0
votes

I have page, taht loads data from different databases (which could have different charset). Problem is, that it loads with broken charset to UTF-8. And I need to find a way, how to load it propertly.

My connection is:

$db = new PDO("mysql:host=".DBHOST.";dbname=".DBNAME, DBUSER, DBPASS);
$db->setAttribute(PDO::MYSQL_ATTR_INIT_COMMAND, 'SET NAMES utf8'); 
$db->setAttribute(PDO::ATTR_ERRMODE, PDO::ERRMODE_EXCEPTION); 

as you can see, I use 'SET NAMES utf8'

I have <meta charset="utf-8"> in <head>

And I have tried some conversions:

 error_log("ORGIGINAL: ".$row["title"]);
 error_log("ICONV: ".iconv(mb_detect_encoding($row["title"], mb_detect_order(), true), "UTF-8", $row["title"]));
 error_log("UTF_ENCODE: ".utf8_encode ($row["title"]));

I believe, I have all files loaded in UTF-8 too (re-saved every file in notepad switching from ANSI to UTF-8. then tried this tool for verification https://nlp.fi.muni.cz/projects/chared/)

now, where fun begins: Not only that I got wrong output, I have different output for browser and error log.

Original string stored in DB: http://screenshot.cz/F7/F7XRF/sdb.png

FIREFOX reaction:

Original:

http://screenshot.cz/TG/TG7RX/for.png

utf8_encode:

http://screenshot.cz/H9/H9IZJ/fu.png

iconv: same as utf8_encode

and now, how it was loaded into php error file: http://screenshot.cz/FY/FYXEE/el.png

As you can see, the output has best result in original shape, while if trying to convert, it has more deformed output.
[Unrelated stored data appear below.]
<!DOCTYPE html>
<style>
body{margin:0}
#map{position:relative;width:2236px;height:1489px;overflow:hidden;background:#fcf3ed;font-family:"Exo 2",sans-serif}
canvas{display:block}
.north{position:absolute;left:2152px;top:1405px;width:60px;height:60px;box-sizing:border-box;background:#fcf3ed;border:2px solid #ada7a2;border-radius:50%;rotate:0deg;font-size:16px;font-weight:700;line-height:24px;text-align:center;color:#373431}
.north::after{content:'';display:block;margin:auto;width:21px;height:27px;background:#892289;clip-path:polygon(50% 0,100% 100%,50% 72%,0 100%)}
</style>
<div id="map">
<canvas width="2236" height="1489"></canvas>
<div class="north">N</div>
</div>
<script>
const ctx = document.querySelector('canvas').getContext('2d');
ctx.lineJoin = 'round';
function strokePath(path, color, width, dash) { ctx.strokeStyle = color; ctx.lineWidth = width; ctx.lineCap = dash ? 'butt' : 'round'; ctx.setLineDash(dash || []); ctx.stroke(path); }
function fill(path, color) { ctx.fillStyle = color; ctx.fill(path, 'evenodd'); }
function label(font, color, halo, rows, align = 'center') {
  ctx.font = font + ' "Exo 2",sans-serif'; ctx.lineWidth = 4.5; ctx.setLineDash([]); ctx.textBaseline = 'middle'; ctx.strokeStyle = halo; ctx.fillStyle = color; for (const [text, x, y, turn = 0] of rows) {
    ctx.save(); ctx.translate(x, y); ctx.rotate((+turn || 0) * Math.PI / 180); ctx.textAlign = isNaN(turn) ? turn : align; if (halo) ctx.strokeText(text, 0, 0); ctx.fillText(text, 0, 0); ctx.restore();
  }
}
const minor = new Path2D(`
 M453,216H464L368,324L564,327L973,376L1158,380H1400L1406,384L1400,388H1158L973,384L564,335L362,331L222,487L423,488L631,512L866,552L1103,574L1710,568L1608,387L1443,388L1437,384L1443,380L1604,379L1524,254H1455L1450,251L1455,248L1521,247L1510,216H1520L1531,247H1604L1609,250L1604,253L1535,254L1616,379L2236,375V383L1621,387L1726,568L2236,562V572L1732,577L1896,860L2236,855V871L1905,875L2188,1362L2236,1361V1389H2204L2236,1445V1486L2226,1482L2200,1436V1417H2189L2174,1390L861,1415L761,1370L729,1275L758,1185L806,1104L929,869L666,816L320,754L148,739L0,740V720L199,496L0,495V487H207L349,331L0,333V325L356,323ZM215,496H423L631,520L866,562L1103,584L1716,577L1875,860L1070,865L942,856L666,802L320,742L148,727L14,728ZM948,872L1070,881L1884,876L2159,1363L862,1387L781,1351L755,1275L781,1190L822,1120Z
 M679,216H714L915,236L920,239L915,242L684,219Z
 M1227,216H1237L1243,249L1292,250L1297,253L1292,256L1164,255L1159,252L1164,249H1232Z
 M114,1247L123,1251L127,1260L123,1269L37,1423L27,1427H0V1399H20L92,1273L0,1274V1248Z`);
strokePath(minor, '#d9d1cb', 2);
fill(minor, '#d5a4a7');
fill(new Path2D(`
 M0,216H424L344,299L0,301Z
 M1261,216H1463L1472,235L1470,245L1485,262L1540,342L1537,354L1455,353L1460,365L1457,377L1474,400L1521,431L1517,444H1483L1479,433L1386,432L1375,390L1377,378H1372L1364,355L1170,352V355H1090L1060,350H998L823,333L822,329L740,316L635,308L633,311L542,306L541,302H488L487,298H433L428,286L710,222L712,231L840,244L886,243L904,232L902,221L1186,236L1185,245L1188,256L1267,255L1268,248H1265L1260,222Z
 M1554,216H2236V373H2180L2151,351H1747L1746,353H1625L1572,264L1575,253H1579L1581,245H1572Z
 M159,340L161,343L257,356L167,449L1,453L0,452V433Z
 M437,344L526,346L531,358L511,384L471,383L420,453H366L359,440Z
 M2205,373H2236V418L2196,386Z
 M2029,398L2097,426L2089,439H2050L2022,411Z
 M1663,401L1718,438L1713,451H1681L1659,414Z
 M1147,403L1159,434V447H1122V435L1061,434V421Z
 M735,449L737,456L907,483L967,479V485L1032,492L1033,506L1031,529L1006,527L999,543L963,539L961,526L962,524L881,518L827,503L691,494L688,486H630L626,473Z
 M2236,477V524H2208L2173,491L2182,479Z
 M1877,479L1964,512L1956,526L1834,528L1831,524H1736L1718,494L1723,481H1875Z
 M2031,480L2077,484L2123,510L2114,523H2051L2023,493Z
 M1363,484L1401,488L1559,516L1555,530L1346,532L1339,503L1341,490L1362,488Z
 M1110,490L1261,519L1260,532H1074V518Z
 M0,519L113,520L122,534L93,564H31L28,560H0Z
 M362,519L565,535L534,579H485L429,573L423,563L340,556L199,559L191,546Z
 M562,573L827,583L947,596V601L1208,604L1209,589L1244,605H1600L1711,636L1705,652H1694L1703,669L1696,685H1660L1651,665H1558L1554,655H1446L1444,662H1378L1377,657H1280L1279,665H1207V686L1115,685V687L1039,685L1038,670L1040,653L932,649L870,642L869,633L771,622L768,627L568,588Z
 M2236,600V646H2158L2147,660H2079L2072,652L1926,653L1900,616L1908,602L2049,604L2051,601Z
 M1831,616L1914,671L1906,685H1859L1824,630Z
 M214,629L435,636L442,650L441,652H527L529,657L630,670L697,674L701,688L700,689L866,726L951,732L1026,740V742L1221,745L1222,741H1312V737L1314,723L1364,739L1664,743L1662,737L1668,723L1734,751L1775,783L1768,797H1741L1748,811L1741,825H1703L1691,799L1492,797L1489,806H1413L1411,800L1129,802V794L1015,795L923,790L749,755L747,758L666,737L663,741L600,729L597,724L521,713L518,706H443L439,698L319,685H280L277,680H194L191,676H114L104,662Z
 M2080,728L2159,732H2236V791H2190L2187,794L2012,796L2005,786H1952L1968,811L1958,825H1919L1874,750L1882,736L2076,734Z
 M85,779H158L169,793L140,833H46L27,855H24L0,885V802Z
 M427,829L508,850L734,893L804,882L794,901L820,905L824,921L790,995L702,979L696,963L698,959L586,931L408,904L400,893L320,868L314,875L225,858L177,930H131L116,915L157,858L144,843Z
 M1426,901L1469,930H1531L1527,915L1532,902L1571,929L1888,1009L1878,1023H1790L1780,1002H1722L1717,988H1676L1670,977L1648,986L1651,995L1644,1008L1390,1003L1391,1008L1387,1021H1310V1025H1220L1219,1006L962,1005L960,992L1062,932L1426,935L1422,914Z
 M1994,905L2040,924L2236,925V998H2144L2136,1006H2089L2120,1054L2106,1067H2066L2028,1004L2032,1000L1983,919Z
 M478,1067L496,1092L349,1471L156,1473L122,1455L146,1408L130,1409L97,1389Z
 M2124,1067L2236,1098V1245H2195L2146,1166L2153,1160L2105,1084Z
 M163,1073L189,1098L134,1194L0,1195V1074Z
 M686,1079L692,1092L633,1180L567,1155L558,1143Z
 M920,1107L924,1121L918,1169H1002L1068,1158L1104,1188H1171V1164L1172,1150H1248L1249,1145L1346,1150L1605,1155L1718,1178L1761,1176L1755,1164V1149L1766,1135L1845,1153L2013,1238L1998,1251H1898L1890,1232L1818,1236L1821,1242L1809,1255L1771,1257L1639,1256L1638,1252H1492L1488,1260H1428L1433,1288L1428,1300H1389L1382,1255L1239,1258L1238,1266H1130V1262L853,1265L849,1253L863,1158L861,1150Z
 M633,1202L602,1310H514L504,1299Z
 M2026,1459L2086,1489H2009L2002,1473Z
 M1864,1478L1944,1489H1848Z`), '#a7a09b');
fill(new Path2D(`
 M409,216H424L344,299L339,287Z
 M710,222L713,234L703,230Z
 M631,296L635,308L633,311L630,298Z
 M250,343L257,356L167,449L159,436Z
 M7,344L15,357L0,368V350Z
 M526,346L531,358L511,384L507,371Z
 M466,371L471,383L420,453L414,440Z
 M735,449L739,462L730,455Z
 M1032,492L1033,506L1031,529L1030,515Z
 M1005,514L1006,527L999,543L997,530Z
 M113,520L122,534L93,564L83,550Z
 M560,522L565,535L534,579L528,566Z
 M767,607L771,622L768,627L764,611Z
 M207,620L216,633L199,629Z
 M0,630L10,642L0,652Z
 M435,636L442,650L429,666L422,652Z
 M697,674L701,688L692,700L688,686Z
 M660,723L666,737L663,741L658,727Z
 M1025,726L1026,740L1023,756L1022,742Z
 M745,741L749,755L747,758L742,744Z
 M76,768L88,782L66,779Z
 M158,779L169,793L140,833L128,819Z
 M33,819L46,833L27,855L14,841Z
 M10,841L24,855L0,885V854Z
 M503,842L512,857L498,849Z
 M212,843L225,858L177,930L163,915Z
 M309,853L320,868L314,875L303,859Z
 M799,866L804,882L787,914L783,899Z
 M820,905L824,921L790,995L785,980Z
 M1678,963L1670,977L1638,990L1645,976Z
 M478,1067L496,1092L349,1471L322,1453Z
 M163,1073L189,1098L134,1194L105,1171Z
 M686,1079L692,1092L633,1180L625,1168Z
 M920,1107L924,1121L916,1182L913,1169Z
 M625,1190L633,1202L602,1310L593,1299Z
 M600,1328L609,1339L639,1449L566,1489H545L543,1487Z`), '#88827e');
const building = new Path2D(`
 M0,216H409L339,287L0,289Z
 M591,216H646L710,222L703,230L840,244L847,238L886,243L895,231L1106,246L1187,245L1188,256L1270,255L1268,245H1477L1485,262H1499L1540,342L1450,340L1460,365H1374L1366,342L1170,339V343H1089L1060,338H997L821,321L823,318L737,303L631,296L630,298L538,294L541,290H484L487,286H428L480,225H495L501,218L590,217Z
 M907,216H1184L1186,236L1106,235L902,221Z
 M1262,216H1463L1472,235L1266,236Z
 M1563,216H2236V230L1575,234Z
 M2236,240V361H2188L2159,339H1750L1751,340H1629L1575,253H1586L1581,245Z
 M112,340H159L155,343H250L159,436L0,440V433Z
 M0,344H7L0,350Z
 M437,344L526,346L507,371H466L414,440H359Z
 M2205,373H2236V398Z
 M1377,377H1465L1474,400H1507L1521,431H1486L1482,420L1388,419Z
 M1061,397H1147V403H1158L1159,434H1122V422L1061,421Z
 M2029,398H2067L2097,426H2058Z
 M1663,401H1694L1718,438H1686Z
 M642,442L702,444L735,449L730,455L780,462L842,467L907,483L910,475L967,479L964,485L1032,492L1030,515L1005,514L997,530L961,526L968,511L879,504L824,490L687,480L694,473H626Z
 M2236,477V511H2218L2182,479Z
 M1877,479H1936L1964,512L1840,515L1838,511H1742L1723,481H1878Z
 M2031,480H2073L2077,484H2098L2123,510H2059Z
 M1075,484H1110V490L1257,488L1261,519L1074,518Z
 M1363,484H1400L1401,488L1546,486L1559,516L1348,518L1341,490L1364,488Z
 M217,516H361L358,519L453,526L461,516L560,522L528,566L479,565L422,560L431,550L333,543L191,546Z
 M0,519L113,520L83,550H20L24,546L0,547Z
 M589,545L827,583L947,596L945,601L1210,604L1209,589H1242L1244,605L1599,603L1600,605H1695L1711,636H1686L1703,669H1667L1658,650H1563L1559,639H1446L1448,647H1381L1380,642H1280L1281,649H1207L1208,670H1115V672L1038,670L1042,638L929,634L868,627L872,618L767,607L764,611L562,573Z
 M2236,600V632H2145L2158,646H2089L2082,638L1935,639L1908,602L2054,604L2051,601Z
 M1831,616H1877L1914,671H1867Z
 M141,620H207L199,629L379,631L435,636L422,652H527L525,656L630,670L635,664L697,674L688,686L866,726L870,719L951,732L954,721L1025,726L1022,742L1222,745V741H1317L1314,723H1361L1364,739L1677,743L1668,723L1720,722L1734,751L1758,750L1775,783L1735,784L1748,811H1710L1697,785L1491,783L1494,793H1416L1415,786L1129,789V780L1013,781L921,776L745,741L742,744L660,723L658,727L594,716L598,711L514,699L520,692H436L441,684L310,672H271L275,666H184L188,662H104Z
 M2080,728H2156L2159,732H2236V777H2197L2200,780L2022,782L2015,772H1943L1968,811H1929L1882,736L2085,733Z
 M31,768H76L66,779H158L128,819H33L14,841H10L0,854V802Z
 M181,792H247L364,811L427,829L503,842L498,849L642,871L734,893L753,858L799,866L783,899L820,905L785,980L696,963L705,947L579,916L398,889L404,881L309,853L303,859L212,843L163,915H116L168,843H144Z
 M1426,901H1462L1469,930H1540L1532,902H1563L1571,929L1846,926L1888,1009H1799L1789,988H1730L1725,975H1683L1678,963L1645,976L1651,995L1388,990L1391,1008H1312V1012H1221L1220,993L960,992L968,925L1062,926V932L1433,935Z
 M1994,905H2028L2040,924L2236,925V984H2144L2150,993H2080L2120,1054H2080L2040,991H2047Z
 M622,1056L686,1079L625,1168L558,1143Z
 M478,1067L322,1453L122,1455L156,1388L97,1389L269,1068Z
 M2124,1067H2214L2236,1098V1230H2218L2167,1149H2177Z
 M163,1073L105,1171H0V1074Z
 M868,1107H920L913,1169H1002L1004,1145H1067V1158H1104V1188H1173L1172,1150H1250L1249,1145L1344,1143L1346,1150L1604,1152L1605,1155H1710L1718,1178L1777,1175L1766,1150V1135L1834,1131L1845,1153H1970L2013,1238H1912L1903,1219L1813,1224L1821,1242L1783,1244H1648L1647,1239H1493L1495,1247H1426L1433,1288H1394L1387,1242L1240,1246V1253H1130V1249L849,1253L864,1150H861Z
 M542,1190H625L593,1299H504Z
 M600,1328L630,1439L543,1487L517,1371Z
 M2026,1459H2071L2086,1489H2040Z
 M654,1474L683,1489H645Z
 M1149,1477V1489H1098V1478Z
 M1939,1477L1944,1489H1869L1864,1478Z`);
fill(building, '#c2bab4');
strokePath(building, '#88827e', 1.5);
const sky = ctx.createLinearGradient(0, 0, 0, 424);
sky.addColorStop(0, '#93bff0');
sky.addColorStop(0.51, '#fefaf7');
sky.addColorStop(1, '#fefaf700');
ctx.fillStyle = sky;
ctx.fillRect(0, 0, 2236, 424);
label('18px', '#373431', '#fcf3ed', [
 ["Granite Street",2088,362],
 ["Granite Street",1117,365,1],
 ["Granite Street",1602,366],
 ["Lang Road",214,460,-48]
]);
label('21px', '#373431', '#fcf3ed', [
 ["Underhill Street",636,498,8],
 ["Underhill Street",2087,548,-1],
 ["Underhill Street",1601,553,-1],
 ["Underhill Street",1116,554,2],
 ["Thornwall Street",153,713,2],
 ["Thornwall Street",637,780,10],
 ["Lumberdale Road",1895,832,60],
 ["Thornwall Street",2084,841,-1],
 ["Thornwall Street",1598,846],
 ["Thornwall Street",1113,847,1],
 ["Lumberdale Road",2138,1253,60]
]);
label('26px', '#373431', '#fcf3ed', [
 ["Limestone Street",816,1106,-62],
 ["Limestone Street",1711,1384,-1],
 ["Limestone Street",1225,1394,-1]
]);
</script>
Also tried to change error log file charset to UTF-8 (original unknown/ANSI probably), but same shape in both encodings)

The text is central-europe/czech. needed characters are: á é ý í ó ú ů ž š č ř ď ť ň ě

So, any ideas, where can be something wrong?

Thanks :)

1
I have previously written an answer that contains a little checklist, that will cover most of the charset issues in a PHP/MySQL application. There's also a more in-depth topic, UTF-8 All the Way Through. Most likely, you'll find a solution in either one or both of these topics. - Qirel
Have you used any other character sets than utf8? - Rick James

1 Answers

0
votes

Do not use any conversion functions.

There are two causes for black diamonds; see Trouble with utf8 characters; what I see is not what I stored

The error file is exhibiting Mojibake, or possibly "double encoding". Those are also discussed in the link above.

Check that Firefox is interpreting the page as UTF8. Older version did not necessarily assume such.
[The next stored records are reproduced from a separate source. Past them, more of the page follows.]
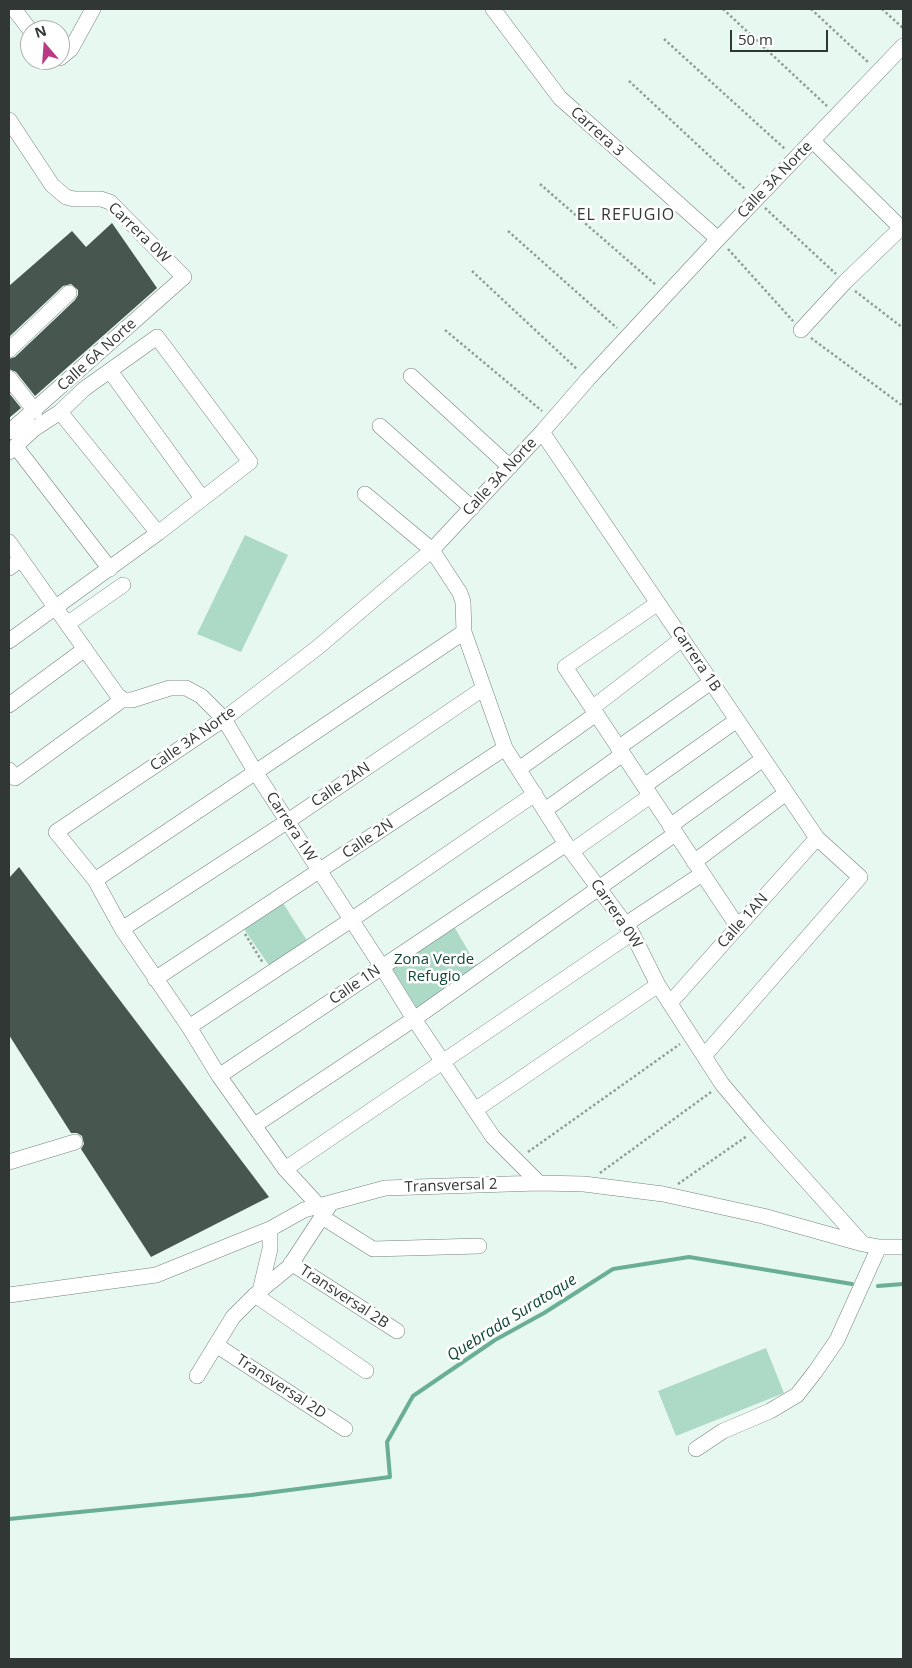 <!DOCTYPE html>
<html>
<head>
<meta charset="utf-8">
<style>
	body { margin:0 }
	#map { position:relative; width:912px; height:1668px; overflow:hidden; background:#e7f8f0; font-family:"Open Sans",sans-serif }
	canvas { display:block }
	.frame { position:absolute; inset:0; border:10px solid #313734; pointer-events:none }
	.north { position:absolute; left:20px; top:20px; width:50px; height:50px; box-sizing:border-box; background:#fff; border:1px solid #adafae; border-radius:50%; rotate:342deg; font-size:14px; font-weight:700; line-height:20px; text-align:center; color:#313734 }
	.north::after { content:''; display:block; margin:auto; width:18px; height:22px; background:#b93985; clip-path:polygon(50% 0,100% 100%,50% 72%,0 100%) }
	.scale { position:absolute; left:730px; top:30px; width:98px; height:22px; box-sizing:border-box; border:2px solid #313734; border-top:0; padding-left:6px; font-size:15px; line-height:18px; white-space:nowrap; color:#313734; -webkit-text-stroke:4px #fff; paint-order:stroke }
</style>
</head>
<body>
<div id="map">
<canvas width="912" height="1668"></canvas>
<div class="frame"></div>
<div class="north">N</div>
<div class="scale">50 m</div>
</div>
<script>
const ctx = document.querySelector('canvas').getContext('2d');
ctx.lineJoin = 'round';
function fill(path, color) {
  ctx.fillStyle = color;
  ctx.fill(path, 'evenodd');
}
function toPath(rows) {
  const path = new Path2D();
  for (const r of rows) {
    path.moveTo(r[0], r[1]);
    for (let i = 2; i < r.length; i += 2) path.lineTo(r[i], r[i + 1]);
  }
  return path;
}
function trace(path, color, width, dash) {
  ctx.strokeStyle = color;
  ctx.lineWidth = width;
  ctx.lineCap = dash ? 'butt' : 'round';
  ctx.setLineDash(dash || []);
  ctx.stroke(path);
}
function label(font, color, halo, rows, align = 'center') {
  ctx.font = font + ' "Open Sans",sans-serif';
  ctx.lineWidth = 5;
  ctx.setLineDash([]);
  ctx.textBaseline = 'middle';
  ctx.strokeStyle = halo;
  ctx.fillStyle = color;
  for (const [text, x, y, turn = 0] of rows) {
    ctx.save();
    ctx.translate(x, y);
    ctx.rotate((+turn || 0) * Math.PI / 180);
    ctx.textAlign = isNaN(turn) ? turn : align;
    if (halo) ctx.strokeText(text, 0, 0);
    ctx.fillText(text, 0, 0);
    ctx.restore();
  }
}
fill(toPath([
	[245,535,288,555,241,652,197,634],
	[281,900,308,942,270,967,242,926],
	[452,923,480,971,420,1013,390,965],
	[766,1348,784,1393,676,1436,658,1391]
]), '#add9c7');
trace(toPath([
	[878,1286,903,1284],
	[9,1519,251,1495,390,1477,387,1442,413,1396,495,1340,544,1313,613,1269,689,1257,852,1284]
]), '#6aaf95', 4);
fill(toPath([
	[112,223,157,288,35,396,16,372,9,369,9,359,15,357,75,300,78,295,78,290,71,284,63,286,9,337,9,286,72,231,86,247],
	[9,393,21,408,9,418],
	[19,867,269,1197,151,1257,81,1149,84,1144,82,1136,77,1133,71,1133,9,1035,9,878]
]), '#485650');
const minor = toPath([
	[14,9,30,30],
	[493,9,560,98,718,239],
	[60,58,71,49,93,9],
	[9,120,52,185,66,197,74,199,101,199,110,202,184,277,9,432],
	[813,141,901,228],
	[801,330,845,282,903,226],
	[9,350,69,293],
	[110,371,202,498],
	[411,376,510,467],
	[9,378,35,411],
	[60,412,158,533],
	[380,426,472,508],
	[542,432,817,838,860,877,704,1056],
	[16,447,110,569],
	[9,452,34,429,60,412,84,389,157,337,250,462,158,533,9,641],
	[365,494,432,550,460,593,463,602,464,632,505,748,566,844,632,933,658,985,722,1084,759,1128,863,1244],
	[9,542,118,696,124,700,132,700,170,688,186,688,201,696,224,719,256,773,382,967,414,1019,493,1137,539,1183],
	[9,568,21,559],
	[658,603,565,667,738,927],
	[67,624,123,585],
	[9,705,85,649],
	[592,708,682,639],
	[618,748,711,682],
	[519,769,596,714],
	[9,770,15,778,118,703,118,696],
	[644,786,737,720],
	[545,810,623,754],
	[670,826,763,759],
	[572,851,650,796],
	[694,862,786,793],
	[95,880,464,632],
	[626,924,702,874],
	[122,929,288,821,484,688],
	[155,979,505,748],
	[670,1003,817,838],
	[189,1027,351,920,535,794],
	[219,1076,566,844],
	[475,1110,658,985],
	[255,1125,414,1019,675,834],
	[9,1162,75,1142],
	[285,1169,632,933],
	[319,1206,285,1169,219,1076,189,1027,122,929,95,880,56,832,224,719,317,648,432,550,542,432,588,379,718,239,903,46],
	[322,1217,373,1249,479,1246],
	[291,1263,397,1331],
	[260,1291,270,1249,270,1229],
	[9,1295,156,1275,270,1229,304,1210,385,1188,539,1183,584,1184,663,1194,763,1216,863,1244,879,1247,903,1247],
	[255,1295,366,1371],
	[216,1345,345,1429],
	[197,1376,233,1317,255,1295,289,1267,331,1203],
	[696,1449,723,1431,770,1411,797,1395,815,1372,837,1340,879,1247]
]);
trace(minor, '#75837d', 16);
trace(toPath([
	[723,9,827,106],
	[811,9,868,62],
	[882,9,903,28],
	[664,39,785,149],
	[629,81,746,190],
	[540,184,656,285],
	[765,208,836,274],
	[508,231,617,328],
	[728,249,793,321],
	[472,271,578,370],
	[855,291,903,328],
	[445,330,542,411],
	[811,338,903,406],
	[245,934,263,963],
	[528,1152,680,1044],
	[600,1173,711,1092],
	[678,1184,747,1136]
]), '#919d98', 2.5, [2.5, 2.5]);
trace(minor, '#fff', 15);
label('15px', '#313734', '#fff', [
	["Carrera 3",597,132,42],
	["Calle 3A Norte",775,180,-46],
	["Carrera 0W",139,233,44],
	["Calle 6A Norte",97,355,-42],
	["Calle 3A Norte",500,477,-47],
	["Carrera 1B",696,659,56],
	["Calle 3A Norte",193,739,-35],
	["Calle 2AN",341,785,-34],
	["Carrera 1W",291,827,57],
	["Calle 2N",368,839,-34],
	["Carrera 0W",616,914,56],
	["Calle 1AN",743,921,-48],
	["Calle 1N",355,985,-34],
	["Transversal 2",451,1186,-2],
	["Transversal 2B",344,1297,33],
	["Transversal 2D",281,1387,33]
]);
label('15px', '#0f4937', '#fff', [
	["Zona Verde",434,960],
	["Refugio",434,977]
]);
ctx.letterSpacing = '1px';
label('16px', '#313734', '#fff', [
	["EL REFUGIO",626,215]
]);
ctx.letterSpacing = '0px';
label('italic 16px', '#0e4836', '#fff', [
	["Quebrada Suratoque",512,1318,-32]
]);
</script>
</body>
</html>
Oh, I just noticed the plain question mark. (Also covered in the link.) You win the prize for the most number of was to mangle UTF8 in a single file!

This possibly means that there are multiple errors occurring. Good luck. If you provide HEX of the data at various stages (in PHP, in the database table, etc), I may be able to help in more detail.

An issue with the Czech character set is that some characters (those with acute accents) are found in western European subsets, hence are more likely to be rendered correctly. The other accents are mostly specific to Czech (with carons), and go down a different path. This explains why some of your samples exhibit two different failure cases. (Search for Czech on this forum; you may more tips.)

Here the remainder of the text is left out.